Questo a discapito delle comiche reazioni degli autisti in viaggio che sorpassano la strana coppia, fra occhiate di stupore e un pizzico di nervosismo.
Di tanto in tanto la narrazione si interrompe per rivelare recenti antefatti circa la vita privata dell’uomo: lo scorgiamo seduto a un tavolo, sempre in compagnia del giocattolone, intento a scrivere qualche arcano componimento o a sfumare il ritratto a carboncino di una bambina.
Ebbene, sarà proprio la piccola a contestualizzare il filmato, concretizzando una volta per tutte la dimensione profondamente drammatica dello sfondo. L’immagine della ragazzina, evanescente come un fantasma, che saltella allegramente di fronte a un albero adornato con centinaia di bambolotti racchiude il seme di una tragedia terribile.
Isolati bouquet di fiori e balocchi legati al guardrail o a un palo a bordo della strada, si sa bene, non vengono mai lasciati a testimonianza di belle esperienze.

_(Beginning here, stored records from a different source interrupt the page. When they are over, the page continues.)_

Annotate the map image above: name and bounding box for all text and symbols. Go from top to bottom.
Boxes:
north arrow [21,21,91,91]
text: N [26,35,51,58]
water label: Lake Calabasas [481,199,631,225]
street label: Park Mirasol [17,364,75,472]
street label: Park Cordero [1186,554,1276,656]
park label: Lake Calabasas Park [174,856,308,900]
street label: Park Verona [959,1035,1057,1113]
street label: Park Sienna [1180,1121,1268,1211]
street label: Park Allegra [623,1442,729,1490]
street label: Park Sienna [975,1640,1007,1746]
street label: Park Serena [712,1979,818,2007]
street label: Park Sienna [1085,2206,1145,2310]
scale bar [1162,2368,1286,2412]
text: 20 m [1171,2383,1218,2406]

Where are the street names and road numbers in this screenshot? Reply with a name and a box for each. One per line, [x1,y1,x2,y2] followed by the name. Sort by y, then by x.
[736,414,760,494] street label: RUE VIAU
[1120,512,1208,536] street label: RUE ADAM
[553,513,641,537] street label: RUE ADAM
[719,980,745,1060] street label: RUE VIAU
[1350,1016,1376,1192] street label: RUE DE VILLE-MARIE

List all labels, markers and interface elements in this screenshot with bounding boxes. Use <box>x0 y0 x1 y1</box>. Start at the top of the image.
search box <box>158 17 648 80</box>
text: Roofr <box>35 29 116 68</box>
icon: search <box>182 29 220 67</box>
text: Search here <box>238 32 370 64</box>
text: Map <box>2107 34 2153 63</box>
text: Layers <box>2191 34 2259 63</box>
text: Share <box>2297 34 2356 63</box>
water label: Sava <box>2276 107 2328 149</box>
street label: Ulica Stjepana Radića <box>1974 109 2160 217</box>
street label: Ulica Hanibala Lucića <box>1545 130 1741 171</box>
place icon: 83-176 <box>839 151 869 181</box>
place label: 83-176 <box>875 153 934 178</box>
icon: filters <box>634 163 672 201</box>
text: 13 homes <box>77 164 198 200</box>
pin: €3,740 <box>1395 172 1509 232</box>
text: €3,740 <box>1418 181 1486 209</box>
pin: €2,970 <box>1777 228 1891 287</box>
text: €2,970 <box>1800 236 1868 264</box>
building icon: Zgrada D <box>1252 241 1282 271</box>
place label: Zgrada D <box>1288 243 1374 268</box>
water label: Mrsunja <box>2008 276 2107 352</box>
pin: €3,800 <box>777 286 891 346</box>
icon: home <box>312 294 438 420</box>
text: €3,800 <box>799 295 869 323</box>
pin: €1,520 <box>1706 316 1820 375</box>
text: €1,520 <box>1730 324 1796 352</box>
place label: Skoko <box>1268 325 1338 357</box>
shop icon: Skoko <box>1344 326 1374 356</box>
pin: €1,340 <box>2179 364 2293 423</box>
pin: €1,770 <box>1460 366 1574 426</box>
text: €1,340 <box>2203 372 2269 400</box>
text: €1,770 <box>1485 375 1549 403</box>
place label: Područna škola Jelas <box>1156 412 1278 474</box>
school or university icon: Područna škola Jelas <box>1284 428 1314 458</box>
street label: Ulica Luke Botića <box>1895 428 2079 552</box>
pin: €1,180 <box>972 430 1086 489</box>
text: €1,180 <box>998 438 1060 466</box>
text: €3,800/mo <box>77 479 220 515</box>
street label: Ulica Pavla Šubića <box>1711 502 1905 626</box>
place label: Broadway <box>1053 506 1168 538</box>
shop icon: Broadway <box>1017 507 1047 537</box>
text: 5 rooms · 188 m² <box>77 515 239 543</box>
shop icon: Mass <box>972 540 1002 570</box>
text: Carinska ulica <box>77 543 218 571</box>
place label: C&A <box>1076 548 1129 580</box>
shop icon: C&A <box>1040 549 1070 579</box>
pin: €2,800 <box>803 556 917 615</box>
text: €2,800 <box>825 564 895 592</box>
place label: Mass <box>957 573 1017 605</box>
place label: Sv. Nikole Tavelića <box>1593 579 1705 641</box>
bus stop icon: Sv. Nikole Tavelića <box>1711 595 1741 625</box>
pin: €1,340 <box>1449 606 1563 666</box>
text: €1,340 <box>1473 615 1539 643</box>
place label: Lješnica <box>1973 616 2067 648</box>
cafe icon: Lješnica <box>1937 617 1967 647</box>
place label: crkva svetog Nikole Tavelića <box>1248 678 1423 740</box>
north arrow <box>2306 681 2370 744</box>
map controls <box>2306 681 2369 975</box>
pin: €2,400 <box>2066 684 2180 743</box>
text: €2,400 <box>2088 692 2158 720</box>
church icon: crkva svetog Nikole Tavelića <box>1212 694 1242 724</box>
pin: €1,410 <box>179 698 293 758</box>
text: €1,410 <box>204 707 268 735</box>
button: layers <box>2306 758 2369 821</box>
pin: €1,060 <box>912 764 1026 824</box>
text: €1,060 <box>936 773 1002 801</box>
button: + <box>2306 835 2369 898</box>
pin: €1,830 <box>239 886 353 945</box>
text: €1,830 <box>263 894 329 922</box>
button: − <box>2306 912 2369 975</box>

Accorato monito ai frequentatori della carreggiata, amara celebrazione di una persona cara, sentimentale feticcio-omaggio a una vita che si è spenta il più delle volte accidentalmente, in un fatale istante.
Il nostro ciclista giunge infine sul luogo della memoria, si ferma di fronte al monumento arboreo, posa il coniglio, appende il disegno al tronco addobbato e declama ad alta voce la lettera che lo avevamo visto buttar giù..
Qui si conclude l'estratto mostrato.